# Do you judge bad poodle cuts?



## Ralphie (Aug 19, 2014)

I was going to put this in the grooming section, but decided to leave it here...So, we are currently kinda broke and I apparently give bad haircuts to my poor dog Ralph. I didn't realize it until I was at the dog park and saw another standard poodle with a fabulous looking groom. I honestly was embarrassed. He isn't matted or dirty, just not very even. I don't have much time to spend on him with two small children (humans) and probably don't have the proper equipment. But in all honesty, would you think poorly of another poodle and owner if they looked a bit uneven. Do you as fellow poodle owners cut people some slack because you understand how hard it can be to keep up with a fancy dog groom, and you see that beyond the haircut, the dog is generally happy and healthy or do you secretly judge?


----------



## Michelle (Nov 16, 2009)

Being a groomer I secretly judge every dog's haircut (not just poodles) lol. But before I was a groomer I didn't pay much attention at all. 

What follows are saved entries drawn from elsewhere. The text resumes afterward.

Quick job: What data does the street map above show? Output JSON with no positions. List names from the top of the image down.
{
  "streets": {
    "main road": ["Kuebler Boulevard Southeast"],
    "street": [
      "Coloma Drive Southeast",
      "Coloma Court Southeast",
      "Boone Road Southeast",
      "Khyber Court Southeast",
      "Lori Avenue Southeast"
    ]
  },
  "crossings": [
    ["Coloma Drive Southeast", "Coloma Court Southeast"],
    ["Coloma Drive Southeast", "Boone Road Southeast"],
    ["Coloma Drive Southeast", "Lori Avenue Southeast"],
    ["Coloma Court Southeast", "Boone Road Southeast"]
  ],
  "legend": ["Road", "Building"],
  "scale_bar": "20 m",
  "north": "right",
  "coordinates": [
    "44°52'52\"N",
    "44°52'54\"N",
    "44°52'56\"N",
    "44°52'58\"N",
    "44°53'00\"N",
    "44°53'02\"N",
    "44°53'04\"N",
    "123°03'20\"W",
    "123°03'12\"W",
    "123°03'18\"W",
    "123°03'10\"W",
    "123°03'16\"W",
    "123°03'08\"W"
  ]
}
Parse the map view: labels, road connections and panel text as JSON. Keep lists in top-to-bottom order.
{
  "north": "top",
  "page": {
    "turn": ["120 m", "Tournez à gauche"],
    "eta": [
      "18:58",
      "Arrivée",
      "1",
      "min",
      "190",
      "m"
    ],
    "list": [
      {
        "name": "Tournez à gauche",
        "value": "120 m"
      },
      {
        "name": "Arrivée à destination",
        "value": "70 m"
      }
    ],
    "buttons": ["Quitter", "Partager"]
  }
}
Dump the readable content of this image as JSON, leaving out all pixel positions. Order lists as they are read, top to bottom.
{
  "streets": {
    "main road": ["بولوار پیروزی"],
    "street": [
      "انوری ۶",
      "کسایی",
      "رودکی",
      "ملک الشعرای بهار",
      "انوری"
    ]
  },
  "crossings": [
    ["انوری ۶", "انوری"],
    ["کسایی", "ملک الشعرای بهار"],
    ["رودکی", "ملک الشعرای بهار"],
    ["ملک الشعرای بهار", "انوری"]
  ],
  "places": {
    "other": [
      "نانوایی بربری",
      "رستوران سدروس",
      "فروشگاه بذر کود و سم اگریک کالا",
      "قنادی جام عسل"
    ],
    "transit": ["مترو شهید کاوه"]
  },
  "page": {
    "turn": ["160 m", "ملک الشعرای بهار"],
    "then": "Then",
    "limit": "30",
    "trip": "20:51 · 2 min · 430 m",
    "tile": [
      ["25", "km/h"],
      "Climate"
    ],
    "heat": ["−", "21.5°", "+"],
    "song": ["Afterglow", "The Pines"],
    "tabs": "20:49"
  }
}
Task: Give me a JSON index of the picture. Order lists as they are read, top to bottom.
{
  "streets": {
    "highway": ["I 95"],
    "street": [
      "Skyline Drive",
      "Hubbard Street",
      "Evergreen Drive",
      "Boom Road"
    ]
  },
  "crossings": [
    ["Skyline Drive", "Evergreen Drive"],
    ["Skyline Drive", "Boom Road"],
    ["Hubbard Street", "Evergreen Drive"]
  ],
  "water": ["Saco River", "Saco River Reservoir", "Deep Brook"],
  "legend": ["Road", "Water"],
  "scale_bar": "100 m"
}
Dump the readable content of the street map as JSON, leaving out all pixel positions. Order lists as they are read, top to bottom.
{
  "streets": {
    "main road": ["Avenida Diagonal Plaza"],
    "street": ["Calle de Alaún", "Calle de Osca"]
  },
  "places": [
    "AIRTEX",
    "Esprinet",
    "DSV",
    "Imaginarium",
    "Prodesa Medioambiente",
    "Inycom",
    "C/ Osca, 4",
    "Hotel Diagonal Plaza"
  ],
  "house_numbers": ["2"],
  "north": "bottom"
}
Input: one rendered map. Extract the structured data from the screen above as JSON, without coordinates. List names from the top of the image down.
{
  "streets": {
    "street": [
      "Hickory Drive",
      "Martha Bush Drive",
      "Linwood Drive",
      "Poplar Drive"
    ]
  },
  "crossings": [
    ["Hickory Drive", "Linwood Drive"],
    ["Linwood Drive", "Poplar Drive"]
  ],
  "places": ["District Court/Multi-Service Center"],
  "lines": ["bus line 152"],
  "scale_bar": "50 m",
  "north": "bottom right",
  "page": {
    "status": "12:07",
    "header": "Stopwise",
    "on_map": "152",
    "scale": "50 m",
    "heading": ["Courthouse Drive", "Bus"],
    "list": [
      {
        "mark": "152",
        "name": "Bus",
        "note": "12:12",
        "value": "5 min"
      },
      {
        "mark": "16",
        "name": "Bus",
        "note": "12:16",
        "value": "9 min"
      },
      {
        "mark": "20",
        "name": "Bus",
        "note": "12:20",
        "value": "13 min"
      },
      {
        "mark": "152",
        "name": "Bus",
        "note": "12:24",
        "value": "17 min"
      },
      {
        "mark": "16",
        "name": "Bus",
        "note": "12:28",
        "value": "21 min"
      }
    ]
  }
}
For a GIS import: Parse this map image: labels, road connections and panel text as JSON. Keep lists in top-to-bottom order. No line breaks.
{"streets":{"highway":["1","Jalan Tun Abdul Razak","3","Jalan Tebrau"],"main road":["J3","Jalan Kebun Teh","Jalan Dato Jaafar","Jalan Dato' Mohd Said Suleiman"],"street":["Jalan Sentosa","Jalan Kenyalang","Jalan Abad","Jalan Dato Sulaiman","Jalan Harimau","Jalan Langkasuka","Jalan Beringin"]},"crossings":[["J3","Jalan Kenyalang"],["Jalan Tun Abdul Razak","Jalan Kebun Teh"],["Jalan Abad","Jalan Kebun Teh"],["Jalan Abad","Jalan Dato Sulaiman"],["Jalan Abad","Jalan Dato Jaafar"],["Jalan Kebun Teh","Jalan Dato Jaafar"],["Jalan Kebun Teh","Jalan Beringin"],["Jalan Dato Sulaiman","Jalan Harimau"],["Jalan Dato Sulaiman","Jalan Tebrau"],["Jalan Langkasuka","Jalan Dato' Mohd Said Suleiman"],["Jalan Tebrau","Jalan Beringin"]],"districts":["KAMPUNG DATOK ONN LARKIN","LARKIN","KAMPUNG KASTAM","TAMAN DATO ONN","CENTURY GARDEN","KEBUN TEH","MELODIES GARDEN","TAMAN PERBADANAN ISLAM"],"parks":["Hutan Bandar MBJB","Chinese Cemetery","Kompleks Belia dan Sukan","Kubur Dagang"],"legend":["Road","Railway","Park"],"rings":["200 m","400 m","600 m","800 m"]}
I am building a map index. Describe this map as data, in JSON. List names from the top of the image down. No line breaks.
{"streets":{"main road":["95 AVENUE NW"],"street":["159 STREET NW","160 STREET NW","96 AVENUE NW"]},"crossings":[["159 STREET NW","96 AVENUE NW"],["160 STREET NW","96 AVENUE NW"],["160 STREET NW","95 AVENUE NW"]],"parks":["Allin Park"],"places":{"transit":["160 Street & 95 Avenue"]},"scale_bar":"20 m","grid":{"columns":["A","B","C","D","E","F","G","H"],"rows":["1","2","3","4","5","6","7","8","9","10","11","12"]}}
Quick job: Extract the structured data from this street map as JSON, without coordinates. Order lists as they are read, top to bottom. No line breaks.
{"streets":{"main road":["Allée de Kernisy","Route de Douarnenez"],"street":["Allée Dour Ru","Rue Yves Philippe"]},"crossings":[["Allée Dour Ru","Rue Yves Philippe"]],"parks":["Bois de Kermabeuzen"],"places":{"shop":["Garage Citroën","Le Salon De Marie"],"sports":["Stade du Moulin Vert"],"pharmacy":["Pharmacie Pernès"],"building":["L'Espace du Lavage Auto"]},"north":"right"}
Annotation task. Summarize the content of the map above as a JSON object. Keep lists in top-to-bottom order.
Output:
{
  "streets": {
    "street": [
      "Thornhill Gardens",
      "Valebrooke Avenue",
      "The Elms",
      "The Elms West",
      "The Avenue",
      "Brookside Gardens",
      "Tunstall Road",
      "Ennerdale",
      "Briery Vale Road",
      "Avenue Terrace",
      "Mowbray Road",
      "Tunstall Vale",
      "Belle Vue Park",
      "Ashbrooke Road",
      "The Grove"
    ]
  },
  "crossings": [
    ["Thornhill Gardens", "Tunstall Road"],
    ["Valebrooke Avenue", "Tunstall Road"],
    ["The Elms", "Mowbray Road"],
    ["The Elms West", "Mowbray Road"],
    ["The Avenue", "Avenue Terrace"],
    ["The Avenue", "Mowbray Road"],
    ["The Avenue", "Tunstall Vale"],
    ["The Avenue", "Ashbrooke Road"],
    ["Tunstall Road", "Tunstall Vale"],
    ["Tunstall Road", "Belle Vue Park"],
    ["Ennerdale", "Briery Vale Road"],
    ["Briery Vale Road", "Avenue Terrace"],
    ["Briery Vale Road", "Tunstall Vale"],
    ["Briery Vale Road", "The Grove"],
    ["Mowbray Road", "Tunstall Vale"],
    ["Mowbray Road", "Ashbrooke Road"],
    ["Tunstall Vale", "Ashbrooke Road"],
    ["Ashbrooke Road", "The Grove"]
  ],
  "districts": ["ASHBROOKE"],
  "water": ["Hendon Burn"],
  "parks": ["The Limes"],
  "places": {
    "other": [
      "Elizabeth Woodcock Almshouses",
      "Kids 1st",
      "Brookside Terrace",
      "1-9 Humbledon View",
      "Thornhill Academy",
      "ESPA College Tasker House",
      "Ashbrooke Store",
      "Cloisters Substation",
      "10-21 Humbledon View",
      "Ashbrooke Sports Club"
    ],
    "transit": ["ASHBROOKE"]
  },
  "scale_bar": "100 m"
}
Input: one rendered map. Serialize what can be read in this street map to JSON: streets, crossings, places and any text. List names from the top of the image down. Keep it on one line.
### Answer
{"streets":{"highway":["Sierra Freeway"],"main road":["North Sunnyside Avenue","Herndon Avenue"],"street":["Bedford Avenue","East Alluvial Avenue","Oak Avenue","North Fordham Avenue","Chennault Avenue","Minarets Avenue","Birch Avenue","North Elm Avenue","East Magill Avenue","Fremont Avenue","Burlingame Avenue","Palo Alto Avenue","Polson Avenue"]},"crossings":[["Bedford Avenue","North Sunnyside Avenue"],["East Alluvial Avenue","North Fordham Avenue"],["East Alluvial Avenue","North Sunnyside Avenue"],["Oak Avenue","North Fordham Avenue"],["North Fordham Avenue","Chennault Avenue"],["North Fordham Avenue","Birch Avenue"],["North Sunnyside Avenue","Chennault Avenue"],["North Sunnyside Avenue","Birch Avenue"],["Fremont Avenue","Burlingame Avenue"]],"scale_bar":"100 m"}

They probably just saw a cute happy poodle and didn't look past that  I wouldn't worry about your grooming. He is clean, matt free, healthy and happy...they have no reason to judge!


----------



## Sam I Am (Jul 6, 2008)

LOL! Absolutely not! My poodles have almost always been impeccably groomed, but there are so many differently clipped or unclipped poodles, or curly, or blown out styles that they all look different and they are all still wonderful poodles no matter what. And sometimes you have to clip them in a certain way whether you choose to or not. Between the years of 8 and 11 our Sam had to be shaved completely down, ears and all because he was just too weak to be put through the grooming process more often than absolutely necessary. I personally do judge groomers harshly though, LOL! Because I originally groomed my poodles myself and I was a complete perfectionist, when I would take them to a groomer, I would notice every little imperfection. Of course it took me all day to do 2 standards and clearly a groomer has to work much quicker. If anyone thinks your dog has less worth because his hair isn't perfect, then their opinion shouldn't mean anything to you. He still loves you on your bad hair days


----------



## PoodleFoster (May 25, 2013)

Hello
I do look at poodles and do a mental assessment, based on what I know. As long as a poodle is clean and shaven, I'm very glad for the dog. When I see a matted poodle, then I immediately get MAD.
I am a poodle rescuer. I've seen a lot of horrible things in this kind of 'work.' A poodle who is neglected, is sad and painful for the dog. The pain from mats is not acceptable.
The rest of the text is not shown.